Using the data below, work out how many lines contain the word "hidden", then state that number without comment.

### Extracted data:
-- Opening Marker --
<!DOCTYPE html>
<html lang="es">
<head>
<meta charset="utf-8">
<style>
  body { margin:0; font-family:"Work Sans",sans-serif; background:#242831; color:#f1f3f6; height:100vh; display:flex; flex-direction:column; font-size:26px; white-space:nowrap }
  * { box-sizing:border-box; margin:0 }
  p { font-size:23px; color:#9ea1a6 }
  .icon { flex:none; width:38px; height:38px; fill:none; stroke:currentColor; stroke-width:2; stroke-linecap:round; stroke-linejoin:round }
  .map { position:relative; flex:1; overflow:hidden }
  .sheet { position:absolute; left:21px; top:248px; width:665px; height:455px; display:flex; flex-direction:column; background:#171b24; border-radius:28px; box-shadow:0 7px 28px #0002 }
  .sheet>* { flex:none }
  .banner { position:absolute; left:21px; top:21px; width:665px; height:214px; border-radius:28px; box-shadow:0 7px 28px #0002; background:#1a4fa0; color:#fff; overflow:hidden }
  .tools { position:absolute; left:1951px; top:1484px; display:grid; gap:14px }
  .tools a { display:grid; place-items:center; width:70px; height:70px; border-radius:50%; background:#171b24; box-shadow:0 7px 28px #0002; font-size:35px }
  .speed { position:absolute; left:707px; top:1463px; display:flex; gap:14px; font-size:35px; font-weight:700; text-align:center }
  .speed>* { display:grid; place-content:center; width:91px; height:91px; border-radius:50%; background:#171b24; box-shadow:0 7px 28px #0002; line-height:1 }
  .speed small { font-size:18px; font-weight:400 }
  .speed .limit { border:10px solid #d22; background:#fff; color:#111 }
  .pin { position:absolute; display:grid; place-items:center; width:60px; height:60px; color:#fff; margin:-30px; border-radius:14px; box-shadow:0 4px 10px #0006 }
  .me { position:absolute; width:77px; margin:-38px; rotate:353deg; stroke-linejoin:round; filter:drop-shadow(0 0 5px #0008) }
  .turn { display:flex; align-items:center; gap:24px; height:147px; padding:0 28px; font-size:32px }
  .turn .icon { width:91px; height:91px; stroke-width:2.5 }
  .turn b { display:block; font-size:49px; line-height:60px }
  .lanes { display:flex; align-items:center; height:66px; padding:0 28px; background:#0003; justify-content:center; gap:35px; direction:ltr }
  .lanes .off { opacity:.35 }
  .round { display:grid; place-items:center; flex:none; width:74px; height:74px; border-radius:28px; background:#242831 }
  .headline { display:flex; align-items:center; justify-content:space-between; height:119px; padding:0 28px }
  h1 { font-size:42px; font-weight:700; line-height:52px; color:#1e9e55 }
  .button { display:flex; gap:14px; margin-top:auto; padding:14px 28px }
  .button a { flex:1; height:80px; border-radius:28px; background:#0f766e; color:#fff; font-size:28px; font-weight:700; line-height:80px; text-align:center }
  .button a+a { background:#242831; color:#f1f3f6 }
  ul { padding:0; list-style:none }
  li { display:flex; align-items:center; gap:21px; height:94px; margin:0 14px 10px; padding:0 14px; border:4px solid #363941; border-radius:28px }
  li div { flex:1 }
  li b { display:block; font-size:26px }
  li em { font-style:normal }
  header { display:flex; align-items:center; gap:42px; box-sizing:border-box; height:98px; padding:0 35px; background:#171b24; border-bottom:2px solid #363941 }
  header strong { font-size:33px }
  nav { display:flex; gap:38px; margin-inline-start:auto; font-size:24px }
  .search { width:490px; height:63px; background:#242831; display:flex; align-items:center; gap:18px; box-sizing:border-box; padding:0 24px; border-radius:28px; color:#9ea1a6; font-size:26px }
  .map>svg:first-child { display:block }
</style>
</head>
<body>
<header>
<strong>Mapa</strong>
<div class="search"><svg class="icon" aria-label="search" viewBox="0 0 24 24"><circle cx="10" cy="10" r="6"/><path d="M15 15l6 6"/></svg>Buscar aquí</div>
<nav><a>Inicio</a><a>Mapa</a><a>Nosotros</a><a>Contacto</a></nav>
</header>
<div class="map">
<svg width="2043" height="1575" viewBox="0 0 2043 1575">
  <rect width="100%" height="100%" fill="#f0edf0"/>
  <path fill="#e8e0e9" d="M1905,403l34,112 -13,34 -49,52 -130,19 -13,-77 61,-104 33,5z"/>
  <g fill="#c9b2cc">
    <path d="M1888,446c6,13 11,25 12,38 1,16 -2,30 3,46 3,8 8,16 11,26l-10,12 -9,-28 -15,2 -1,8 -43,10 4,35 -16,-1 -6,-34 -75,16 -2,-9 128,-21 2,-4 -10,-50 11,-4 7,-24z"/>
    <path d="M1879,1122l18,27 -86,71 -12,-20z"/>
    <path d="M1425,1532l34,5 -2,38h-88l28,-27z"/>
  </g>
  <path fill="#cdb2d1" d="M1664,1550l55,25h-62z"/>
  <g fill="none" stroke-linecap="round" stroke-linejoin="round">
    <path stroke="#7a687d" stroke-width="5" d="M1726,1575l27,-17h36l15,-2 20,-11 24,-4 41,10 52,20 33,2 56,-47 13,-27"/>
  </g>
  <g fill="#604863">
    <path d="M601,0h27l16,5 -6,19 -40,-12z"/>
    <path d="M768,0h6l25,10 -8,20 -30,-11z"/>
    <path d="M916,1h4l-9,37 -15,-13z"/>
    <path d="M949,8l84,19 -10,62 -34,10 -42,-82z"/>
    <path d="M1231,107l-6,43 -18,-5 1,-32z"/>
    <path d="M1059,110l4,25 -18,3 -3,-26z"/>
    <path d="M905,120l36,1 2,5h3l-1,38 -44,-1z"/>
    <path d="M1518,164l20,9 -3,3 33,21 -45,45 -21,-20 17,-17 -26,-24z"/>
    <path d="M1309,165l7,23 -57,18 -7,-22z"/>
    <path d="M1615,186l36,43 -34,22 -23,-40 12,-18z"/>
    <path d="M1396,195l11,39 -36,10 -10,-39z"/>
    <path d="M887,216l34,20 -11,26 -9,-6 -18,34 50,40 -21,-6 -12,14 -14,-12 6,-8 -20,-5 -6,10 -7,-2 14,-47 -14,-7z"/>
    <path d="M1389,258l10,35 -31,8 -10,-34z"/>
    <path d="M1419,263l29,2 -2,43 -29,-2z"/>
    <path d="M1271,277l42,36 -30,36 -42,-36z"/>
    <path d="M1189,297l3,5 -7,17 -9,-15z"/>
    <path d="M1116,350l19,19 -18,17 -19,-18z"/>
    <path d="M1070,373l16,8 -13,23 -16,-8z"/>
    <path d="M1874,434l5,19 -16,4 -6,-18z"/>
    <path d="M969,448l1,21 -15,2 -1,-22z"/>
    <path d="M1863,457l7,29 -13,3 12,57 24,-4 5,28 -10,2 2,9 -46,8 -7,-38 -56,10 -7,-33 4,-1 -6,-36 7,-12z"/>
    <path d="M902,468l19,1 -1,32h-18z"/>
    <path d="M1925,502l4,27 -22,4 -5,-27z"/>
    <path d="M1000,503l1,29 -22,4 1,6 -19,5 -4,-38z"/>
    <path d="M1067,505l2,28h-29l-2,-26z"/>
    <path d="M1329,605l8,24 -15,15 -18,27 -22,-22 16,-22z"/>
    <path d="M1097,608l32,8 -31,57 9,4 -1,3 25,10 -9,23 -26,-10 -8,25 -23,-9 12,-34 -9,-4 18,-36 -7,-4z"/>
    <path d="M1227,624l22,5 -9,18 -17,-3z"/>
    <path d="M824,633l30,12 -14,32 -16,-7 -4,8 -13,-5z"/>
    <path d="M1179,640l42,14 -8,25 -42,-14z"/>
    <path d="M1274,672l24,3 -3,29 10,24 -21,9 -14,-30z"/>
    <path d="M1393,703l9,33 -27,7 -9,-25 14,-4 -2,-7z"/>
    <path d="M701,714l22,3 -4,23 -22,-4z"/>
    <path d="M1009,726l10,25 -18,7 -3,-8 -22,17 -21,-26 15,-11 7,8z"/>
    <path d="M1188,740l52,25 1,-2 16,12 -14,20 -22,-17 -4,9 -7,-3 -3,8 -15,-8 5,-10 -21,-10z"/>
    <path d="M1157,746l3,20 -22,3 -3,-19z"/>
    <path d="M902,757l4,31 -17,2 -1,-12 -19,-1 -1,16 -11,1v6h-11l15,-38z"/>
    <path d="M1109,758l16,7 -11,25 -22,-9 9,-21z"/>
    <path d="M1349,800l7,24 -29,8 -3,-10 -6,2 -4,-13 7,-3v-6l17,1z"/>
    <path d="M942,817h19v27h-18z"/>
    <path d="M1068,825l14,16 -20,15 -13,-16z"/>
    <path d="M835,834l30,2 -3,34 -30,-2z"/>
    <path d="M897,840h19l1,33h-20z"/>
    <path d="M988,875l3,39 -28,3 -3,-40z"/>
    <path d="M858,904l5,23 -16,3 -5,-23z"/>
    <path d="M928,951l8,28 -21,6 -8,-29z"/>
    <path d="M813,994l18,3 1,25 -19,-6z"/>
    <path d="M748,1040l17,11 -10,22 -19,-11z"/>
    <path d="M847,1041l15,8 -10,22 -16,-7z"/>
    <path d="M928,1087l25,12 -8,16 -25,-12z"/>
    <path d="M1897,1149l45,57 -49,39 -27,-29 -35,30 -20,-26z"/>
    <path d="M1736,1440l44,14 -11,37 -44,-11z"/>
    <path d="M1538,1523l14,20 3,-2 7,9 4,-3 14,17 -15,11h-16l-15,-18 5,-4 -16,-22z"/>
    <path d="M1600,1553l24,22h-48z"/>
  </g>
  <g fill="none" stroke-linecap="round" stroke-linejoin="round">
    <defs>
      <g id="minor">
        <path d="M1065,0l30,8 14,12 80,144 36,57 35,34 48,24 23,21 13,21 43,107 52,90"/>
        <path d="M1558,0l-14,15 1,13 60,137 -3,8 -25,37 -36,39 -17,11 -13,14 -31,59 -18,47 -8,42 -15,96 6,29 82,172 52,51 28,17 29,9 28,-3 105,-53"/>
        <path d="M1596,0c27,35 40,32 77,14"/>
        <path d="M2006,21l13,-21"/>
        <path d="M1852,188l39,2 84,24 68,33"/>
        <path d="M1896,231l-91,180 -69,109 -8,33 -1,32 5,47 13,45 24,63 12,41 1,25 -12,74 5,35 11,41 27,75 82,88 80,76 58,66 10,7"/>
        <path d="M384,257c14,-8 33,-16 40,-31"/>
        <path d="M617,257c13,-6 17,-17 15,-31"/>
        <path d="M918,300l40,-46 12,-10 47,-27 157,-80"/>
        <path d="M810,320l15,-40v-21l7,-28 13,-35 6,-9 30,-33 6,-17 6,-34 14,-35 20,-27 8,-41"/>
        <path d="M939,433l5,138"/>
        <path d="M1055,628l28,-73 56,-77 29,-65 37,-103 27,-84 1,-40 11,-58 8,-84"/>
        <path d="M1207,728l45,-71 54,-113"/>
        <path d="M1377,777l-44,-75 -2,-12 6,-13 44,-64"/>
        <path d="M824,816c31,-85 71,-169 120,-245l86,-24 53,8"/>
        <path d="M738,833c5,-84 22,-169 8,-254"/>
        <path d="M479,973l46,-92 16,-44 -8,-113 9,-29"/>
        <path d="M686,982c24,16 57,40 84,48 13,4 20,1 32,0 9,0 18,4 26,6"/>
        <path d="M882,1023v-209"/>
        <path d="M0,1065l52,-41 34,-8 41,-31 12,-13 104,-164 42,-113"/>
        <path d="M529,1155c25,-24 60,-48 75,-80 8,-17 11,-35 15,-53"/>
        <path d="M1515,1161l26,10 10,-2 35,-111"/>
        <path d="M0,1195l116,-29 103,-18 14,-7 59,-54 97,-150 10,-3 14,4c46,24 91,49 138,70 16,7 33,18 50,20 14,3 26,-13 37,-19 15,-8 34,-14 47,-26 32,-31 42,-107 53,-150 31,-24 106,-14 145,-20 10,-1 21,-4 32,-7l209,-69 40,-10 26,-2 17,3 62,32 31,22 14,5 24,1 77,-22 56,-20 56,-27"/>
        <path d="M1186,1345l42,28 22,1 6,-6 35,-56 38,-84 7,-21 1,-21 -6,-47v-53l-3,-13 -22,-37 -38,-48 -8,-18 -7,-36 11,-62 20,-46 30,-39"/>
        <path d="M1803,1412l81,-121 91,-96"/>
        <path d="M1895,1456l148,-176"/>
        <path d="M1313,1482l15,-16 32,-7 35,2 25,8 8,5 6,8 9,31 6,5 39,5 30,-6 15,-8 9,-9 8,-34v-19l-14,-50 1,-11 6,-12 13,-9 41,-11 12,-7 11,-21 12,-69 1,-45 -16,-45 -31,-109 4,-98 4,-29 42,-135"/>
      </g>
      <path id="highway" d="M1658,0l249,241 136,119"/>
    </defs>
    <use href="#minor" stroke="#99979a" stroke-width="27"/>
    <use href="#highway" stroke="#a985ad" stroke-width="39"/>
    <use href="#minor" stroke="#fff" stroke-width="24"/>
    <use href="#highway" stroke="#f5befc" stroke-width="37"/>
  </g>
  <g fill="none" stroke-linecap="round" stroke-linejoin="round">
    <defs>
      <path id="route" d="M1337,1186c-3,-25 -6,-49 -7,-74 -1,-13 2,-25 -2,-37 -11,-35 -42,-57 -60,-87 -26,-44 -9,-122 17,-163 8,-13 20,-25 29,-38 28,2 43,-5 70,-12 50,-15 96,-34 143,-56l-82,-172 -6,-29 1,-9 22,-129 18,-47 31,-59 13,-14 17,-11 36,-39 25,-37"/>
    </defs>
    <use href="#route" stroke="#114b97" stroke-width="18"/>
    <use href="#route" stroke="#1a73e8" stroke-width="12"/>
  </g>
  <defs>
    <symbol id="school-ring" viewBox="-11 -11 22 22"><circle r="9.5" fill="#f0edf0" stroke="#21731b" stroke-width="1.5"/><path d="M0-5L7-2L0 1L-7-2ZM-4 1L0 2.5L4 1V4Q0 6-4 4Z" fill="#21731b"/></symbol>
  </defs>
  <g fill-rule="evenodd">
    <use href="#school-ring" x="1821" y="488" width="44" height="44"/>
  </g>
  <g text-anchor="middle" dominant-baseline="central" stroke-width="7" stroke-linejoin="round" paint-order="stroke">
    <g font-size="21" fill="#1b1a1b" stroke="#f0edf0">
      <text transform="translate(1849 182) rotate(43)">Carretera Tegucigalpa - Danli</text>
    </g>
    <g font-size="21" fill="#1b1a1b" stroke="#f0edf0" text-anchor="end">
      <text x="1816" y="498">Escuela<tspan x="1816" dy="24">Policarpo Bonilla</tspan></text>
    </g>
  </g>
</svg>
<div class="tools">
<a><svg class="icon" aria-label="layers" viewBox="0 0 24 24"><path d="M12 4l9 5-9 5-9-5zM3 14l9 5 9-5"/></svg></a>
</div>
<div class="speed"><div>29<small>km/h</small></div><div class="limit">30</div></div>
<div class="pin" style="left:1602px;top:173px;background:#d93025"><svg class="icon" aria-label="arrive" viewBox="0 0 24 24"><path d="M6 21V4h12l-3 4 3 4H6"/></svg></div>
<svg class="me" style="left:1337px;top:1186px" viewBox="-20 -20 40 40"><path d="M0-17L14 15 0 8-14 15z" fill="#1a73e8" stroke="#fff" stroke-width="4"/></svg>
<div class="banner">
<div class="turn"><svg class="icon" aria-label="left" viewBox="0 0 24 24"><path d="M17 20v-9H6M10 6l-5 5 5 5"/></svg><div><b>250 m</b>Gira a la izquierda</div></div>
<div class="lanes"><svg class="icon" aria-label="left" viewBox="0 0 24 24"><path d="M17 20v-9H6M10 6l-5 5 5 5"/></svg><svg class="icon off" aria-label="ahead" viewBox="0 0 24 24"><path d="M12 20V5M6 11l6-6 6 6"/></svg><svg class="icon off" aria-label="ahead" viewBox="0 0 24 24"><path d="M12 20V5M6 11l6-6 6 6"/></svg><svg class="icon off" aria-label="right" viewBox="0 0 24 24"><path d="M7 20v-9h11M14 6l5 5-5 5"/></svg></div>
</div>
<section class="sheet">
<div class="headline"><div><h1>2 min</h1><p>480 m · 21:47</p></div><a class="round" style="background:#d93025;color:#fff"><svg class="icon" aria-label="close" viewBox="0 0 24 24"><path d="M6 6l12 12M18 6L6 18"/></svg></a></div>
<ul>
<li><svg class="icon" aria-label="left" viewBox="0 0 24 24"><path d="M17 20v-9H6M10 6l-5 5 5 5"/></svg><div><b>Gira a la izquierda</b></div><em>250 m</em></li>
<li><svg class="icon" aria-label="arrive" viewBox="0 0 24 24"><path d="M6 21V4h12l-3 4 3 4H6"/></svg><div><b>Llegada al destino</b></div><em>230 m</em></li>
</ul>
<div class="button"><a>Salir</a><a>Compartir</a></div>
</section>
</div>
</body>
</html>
-- Closing Marker --
### Finished task:
2